[tpm] New Regex question
Tom Legrady
legrady at gmail.com
Sun Oct 28 11:44:15 PDT 2012
On Sun, Oct 28, 2012 at 2:23 PM, Chris Jones <cj at enersave.ca> wrote:
> At 07:22 PM 27/10/2012, Uri Guttman wrote:
>
>> On 10/27/2012 06:57 PM, Rob Janes wrote:
>>
>>> $1 doesn't work.
>>>
>>> \1 is the characters matched while $1 is the pattern matched.
>>>
>>> It only matters if u want to match pure string.
>>>
>>
>> that is wrong. both are only references to a grab which is always a
>> string. you can use \1 in the regex to match what you have previously
>> matched and grabbed. $1 is used in the replacement or after the regex to
>> get what was grabbed. neither contains a regex.
>>
>> uri
>>
>
> Chapman states that \1 is used with in the pattern and $1 is used
> everywhere else. He offers this example:
>
> while(<>)
> {
> s/(\w+ and \1/$1 twice/;
> s/(w+) and (\w+)/$2 and $1/;
> }
>
> This example reverses pairs of different words, 'Marks and Spencer' into
> 'Spencer and Marks', and collapses identical pairs, taking 'Sattchi and
> Sattchi' into 'Sattchi twice'
>
> So, my example should be $exp =~ s/(\s|\r\n)\1+/$1/g;
>
You don't need \r\n ... \n is sufficient:
"\n matches a logical newline.

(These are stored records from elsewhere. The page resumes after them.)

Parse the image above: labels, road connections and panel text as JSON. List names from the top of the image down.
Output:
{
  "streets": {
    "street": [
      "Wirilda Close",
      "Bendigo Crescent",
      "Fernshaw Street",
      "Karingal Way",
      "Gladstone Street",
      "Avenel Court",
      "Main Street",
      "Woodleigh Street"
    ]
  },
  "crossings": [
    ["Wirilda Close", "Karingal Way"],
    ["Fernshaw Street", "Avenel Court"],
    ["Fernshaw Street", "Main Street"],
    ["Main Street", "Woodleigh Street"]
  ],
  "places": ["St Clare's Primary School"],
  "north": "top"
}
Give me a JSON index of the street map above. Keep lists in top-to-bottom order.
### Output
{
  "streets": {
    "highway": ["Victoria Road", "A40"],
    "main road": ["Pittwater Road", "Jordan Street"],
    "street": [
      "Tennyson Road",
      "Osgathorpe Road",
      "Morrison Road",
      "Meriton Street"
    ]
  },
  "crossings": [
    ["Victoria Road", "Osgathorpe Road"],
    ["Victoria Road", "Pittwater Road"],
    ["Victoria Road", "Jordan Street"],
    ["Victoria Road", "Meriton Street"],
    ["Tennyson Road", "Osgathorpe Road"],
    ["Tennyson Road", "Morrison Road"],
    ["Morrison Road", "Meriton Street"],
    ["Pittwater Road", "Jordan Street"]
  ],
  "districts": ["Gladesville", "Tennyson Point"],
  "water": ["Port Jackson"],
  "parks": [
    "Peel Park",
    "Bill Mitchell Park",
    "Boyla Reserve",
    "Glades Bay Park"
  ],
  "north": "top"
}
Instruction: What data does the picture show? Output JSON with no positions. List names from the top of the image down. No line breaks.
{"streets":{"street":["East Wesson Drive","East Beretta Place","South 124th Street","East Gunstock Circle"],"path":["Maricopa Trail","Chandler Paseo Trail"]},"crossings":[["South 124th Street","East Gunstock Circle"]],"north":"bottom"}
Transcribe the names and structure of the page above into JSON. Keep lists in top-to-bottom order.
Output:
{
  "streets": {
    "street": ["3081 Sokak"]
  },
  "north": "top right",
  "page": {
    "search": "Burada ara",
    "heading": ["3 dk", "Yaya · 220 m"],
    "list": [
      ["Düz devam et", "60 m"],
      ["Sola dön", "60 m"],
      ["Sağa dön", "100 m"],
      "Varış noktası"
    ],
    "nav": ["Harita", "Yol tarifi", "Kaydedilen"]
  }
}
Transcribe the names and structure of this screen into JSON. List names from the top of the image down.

Perl converts between \n and your
OS's native newline character when reading from or writing to text
files."
'Character Escapes'
in http://perldoc.perl.org/perlrebackslash.html
Also, do you want to wind up with either a space or a newline,
accidentally, depending on which one came first?
Consider "line 1 \n \nline 3" collapsing into "line1 line 3"
compared to "line 1\n \nline 3" collapsing into "line1\nline 3"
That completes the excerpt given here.